7 Apr 2017

Most Test-Prep Material Sucks (Part 3)

Submitted by Karl Hagen
In which I start to analyze the mock SATs from three books.

This is the third of a multipart series exploring the proposition that a large percentage of commercial test-preparation material is of scandalously poor quality. If you want to start at the beginning, part one is here.

In the earlier parts of the series, I focused on examples from a specific mock Subject Test in Literature from Kaplan. However, it's reasonable to ask if I was unfairly cherry-picking one egregious example. After all, it has fairly limited official public information available: one in-print test, a few additional practice problems, and a skimpy overview of the test specifications. That gives a developer very modest information to model new questions on. Additionally, comparatively few students take the SAT Literature Subject Test, and as a consequence book sales will be more modest. Perhaps, then, we should be more forgiving if publishers devote fewer resources to a rigorous development process.

Given that students' learning outcomes are at stake, I'm not inclined to give this objection much weight. If you publish a book or offer a class on a topic you have certain professional and ethical obligations regardless of the number of students you serve. But even if you are persuaded by the economic argument, the objection is much less persuasive when we turn to a test like the SAT Reasoning Test. Large numbers of students take the test every year, and the test-preparation industry makes lots of money from SAT classes and books. The profits for even a relatively small company are more than adequate to fund a robust development effort. For the large players like Kaplan or Princeton Review, there is absolutely no excuse.

In addition, the specifications for the new SAT are more detailed than ever before, making easily available information that you once had to glean by reverse-engineering released tests or by scrounging in the minutia of obscure research reports. College Board also regularly releases operational forms, and even during the roll-out of the new format, developers had four full-length sample tests in addition to other problem sets, to use as models. College Board also regularly releases operational forms after several test dates each year, and so over time the sample of authentic models only gets larger.

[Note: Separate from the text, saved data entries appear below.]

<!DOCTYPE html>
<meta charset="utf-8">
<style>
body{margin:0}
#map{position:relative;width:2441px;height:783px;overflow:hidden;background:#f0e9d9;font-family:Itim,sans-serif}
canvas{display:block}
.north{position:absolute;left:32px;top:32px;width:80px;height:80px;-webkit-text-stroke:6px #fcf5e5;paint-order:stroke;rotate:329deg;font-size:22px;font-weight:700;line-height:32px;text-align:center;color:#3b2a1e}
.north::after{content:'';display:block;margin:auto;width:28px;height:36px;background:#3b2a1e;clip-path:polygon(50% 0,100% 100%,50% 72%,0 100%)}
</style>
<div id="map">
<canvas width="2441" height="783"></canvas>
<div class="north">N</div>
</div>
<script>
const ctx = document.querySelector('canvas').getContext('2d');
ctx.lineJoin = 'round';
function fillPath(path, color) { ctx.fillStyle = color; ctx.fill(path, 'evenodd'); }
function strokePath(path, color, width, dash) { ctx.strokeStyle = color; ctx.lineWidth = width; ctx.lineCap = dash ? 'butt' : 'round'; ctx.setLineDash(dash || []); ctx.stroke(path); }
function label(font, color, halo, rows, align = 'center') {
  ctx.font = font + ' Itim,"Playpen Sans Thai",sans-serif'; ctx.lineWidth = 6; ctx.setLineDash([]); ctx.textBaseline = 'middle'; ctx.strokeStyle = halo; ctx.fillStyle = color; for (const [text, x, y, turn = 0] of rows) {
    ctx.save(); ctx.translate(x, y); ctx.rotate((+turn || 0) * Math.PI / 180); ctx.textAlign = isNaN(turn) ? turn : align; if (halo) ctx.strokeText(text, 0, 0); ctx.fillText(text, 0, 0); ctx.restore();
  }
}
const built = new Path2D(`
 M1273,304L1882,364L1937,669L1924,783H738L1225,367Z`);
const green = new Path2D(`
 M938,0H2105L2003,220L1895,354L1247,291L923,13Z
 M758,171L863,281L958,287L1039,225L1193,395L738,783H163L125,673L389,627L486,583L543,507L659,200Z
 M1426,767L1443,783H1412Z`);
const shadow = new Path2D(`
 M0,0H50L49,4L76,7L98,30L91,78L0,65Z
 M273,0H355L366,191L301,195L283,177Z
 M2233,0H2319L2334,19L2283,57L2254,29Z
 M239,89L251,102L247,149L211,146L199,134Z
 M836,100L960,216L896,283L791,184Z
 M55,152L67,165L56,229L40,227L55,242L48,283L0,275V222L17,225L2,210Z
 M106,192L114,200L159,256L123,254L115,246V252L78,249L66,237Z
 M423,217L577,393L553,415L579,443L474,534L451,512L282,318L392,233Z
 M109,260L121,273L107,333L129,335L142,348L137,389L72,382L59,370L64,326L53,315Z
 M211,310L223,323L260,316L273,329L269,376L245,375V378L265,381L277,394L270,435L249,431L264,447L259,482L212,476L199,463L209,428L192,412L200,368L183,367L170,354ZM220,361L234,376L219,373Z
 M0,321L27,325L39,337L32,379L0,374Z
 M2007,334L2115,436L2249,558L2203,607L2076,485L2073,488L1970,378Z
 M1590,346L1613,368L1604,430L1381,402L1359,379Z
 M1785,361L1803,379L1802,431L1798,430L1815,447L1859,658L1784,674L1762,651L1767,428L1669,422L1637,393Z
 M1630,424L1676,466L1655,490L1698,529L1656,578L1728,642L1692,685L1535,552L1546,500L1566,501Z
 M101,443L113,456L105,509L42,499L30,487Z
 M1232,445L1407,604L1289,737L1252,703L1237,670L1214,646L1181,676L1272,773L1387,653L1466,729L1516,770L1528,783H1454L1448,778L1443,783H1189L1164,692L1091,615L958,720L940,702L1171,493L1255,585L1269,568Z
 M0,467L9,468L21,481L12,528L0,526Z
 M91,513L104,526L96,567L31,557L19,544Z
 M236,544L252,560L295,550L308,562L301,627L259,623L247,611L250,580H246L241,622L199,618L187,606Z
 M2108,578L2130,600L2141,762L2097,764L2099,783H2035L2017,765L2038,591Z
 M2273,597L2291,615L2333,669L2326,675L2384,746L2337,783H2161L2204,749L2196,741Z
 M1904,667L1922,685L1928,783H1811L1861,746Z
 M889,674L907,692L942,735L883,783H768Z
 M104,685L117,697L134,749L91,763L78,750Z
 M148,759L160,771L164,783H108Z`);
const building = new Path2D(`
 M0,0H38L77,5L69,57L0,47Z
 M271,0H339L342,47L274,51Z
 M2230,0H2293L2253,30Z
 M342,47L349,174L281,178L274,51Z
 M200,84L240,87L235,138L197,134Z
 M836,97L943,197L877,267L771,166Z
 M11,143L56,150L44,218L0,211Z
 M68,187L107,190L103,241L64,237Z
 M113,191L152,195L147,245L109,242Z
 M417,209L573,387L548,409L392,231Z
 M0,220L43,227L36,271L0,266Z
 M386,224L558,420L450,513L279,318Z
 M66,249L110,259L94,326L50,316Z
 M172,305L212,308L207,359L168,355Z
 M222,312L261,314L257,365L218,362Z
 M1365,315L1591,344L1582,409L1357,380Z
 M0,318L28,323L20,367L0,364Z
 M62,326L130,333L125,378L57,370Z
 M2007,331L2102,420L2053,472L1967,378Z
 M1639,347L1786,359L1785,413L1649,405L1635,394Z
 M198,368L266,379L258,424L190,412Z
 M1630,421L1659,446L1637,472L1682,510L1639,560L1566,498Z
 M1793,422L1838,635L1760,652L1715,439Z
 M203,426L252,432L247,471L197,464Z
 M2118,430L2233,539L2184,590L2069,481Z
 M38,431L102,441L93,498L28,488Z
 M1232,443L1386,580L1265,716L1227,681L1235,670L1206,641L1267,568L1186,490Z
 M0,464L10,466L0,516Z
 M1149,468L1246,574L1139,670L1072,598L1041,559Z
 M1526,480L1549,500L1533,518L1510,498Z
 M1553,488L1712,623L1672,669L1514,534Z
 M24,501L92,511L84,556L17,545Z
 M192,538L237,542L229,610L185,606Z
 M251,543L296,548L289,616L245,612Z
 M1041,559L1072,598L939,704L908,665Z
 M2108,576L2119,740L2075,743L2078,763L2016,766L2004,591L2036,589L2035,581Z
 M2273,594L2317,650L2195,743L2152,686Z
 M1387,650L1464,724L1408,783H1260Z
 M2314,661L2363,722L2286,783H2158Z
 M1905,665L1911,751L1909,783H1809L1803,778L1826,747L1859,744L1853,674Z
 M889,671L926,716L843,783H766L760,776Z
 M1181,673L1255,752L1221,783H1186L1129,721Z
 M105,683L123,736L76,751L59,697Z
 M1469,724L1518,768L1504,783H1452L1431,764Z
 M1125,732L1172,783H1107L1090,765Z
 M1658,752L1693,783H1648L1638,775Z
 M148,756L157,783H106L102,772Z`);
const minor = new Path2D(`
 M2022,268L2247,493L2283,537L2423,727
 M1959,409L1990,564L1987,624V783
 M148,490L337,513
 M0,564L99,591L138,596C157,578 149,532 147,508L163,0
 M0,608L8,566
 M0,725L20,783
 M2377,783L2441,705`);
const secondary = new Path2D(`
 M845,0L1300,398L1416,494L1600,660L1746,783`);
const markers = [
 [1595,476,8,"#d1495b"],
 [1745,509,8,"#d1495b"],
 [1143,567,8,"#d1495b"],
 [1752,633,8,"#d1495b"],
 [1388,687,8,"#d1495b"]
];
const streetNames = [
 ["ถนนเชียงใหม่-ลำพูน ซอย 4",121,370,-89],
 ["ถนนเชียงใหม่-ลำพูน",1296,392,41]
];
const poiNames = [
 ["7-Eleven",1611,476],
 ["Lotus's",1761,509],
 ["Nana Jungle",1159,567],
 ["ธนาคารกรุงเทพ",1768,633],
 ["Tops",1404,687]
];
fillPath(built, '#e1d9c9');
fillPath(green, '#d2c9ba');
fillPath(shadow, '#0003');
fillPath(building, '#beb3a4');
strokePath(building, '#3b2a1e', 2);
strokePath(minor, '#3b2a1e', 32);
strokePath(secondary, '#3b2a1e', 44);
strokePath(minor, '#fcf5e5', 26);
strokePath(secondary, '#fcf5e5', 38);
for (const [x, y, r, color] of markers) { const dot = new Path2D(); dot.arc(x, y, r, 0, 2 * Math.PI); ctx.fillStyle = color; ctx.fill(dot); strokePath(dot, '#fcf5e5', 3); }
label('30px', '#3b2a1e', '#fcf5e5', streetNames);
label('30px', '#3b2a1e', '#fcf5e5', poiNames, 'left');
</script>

I analyzed mock SAT Reasoning Tests from three major publishers: Barron's, Kaplan, and Princeton Review, as found in these books: Barron's 6 Practice Tests for the New SAT, 2nd ed. (2016), Kaplan 8 Practice Tests for the SAT 2017, and The Princeton Review 6 Practice Tests for the SAT, 2017 edition. I chose the first test in each book on the assumption that if the authors chose to put it first, it probably reflects what they regard as their best work. If there is a drop-off in quality because of developer fatigue (running out of good ideas for questions, etc.), it ought to show up towards the end of the book. Also, as students are most likely to do the tests in order, the first test is the one where the authors have the best chance to establish their authority as people who understand the intricacies of the test.

I will evaluate these tests by looking at how well they meet the test's specifications and whether they depart from any of the established standards for creating educational assessments. Not all flaws are equivalent. Indeed, a test with multiple small problems will still be better than one with a single fatal flaw. So in addition to noting the issue, I've categorized the severity according to the following levels:

  • OK: No violation
  • Minor: A small violation of the standard that likely has a negligible impact on overall validity. An example of a minor violation would be a passage that was slightly longer or shorter than the specification demands. Real tests sometimes exhibit minor violations.
  • Flawed: A mid-level violation of the standard in a way that is likely to have a measurable impact on overall validity if not corrected for, but which in isolation would only be a small concern. In other words, concerning but not fatal. An example of this sort of violation would be a question with more than one correct answer. An accumulation of these violations will likely result in an invalid test. We don't expect real tests to have such flaws. On the rare occasions they occur in operational forms, there will be significant fallout, ranging from dropping questions from the overall score to national controversy.
  • Major: A serious and obvious violation of the standard that utterly invalidates the test. An example of a major violation would be the use of a passage taken from a completely different genre from the ones that are supposed to be on the test. Even one violation at this level makes the test worthless as an equivalent measure to the real test. Real tests simply never do these things.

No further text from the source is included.